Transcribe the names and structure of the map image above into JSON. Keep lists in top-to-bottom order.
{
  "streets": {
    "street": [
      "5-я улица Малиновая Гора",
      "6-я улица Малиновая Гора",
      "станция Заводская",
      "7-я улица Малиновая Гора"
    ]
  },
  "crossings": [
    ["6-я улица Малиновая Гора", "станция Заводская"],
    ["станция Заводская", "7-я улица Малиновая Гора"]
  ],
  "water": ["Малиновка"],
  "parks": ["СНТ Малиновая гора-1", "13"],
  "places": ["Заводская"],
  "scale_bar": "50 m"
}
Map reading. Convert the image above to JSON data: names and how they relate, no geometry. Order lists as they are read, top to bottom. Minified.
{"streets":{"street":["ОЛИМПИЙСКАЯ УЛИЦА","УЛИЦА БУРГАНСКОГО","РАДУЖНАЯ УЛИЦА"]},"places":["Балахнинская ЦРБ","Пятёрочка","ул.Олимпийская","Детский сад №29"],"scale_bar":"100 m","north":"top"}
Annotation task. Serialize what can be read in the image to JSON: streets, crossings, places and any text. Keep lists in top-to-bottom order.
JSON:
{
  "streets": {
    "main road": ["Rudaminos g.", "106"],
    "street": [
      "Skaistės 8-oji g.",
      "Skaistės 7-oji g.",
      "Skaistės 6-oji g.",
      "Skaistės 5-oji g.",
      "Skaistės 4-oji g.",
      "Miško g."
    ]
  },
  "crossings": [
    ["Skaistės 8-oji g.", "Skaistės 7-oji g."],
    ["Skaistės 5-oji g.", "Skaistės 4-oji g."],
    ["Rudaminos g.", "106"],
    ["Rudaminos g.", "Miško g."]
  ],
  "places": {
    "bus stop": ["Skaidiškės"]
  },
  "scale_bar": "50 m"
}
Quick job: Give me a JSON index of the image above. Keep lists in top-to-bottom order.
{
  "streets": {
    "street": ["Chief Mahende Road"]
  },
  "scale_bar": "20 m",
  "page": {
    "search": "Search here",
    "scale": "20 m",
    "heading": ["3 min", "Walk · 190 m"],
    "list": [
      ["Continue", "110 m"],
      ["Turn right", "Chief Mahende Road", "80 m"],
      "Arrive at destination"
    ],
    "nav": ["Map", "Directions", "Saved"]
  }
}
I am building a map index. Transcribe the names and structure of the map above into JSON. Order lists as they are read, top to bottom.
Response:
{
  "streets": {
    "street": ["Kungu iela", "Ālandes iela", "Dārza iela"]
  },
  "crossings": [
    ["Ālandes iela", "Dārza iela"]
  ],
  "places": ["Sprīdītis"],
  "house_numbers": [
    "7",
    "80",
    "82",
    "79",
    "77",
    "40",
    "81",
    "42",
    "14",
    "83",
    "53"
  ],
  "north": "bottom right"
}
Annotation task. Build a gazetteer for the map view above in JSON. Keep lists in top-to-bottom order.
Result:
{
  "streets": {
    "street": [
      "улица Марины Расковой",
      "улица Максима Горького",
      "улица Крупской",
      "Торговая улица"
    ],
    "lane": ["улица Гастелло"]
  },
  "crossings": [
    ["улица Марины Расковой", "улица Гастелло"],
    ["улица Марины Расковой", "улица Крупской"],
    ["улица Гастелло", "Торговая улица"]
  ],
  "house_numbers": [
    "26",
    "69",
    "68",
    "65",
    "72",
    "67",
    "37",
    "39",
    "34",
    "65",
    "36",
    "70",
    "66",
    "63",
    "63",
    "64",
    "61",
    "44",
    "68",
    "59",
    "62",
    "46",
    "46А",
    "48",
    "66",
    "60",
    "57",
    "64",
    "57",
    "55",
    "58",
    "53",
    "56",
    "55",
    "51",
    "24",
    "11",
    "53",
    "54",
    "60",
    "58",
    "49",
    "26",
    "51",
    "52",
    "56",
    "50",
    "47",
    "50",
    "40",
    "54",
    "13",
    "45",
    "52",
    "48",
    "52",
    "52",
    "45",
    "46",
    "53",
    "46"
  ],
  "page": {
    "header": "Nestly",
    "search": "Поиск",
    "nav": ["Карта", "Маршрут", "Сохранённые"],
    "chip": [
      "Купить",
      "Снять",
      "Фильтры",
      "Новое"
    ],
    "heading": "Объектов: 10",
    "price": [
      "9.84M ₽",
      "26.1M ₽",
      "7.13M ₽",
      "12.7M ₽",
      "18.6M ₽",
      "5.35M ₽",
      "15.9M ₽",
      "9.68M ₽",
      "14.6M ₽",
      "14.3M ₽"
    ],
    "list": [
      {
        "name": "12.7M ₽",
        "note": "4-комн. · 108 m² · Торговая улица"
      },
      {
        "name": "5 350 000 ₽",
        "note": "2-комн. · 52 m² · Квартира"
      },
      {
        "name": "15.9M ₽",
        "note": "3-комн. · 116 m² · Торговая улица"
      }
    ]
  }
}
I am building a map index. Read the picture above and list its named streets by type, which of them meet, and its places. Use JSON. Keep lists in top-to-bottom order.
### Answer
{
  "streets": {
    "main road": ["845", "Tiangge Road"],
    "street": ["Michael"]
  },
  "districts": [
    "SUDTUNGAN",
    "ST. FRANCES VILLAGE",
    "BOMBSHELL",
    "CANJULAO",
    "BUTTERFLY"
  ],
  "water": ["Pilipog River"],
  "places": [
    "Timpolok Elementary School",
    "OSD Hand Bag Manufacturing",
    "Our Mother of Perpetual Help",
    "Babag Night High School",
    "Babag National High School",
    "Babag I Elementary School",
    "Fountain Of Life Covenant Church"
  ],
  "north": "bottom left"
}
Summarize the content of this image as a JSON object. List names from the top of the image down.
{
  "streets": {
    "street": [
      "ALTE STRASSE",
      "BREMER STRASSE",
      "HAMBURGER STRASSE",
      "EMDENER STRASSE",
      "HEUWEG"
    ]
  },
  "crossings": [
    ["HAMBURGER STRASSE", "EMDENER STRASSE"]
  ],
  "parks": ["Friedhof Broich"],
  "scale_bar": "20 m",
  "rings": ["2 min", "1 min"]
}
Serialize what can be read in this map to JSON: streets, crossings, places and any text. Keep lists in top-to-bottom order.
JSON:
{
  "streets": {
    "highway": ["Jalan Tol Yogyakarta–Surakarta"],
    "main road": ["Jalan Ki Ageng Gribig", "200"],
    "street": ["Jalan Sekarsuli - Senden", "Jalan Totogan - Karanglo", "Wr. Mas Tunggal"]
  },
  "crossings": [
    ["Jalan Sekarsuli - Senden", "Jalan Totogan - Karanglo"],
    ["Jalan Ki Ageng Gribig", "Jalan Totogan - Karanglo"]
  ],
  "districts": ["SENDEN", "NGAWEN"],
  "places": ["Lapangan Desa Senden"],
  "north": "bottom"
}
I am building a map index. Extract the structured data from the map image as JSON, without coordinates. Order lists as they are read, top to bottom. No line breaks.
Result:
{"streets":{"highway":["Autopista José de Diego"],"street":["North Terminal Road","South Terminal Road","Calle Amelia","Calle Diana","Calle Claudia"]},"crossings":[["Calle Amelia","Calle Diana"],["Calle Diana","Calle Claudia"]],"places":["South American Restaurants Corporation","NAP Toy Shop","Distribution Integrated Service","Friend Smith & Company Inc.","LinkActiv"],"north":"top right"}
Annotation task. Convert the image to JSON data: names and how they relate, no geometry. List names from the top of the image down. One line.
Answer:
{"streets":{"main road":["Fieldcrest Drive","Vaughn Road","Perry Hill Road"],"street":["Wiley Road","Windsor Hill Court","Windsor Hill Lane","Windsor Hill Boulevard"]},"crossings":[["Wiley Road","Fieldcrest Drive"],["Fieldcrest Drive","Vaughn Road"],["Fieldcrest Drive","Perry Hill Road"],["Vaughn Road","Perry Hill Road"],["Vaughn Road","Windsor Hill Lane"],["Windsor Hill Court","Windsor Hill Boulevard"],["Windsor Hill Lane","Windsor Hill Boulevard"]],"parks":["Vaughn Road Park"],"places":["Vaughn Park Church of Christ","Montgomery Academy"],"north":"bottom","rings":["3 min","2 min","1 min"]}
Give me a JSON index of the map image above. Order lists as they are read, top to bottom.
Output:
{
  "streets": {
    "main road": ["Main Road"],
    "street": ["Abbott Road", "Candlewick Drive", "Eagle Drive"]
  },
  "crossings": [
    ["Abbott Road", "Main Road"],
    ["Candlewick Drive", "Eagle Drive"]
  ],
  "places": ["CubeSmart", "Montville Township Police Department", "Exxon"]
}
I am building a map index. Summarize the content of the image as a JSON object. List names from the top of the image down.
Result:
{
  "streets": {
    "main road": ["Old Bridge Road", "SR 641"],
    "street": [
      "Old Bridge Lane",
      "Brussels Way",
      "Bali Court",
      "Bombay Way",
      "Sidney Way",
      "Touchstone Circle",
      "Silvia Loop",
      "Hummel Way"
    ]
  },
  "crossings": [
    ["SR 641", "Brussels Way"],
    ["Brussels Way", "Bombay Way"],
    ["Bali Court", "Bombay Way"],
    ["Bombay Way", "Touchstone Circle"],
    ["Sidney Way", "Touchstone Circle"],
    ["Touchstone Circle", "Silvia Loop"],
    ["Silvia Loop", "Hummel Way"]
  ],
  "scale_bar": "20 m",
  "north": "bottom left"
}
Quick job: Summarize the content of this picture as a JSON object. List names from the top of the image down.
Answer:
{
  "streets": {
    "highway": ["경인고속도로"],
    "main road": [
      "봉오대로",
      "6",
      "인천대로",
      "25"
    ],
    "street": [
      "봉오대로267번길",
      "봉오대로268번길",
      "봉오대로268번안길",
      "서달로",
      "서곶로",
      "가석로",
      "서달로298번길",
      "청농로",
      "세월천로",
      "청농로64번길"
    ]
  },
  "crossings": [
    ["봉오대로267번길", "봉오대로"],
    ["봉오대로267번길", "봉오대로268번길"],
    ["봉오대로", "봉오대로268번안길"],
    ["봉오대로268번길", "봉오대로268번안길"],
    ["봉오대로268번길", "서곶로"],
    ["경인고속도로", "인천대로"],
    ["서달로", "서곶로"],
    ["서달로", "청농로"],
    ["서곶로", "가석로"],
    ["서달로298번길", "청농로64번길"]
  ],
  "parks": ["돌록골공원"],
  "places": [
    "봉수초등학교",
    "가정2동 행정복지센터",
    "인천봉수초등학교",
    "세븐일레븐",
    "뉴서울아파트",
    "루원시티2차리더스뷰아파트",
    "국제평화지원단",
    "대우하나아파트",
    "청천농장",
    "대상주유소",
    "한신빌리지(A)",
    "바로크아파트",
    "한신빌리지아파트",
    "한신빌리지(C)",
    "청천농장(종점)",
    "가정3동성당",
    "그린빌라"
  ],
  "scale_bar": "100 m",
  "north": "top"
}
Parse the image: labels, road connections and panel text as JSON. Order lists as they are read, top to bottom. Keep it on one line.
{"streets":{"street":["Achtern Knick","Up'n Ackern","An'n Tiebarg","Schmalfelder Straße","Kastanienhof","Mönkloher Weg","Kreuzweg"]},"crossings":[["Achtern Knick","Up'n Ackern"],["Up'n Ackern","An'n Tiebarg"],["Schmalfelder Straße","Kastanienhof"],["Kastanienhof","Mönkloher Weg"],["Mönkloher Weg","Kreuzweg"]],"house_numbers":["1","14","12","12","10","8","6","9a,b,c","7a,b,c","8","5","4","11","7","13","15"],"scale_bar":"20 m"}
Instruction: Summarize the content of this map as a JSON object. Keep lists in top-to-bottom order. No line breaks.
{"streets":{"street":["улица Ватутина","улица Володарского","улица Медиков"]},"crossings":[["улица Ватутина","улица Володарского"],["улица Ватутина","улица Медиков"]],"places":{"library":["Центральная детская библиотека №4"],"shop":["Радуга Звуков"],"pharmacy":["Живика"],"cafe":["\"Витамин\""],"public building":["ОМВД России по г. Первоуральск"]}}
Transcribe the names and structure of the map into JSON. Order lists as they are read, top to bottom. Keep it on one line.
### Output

▸ **Task instructions**
The answer should be one number: how many lines in the data contain the word "Annotation".

▸ **Written answer**
3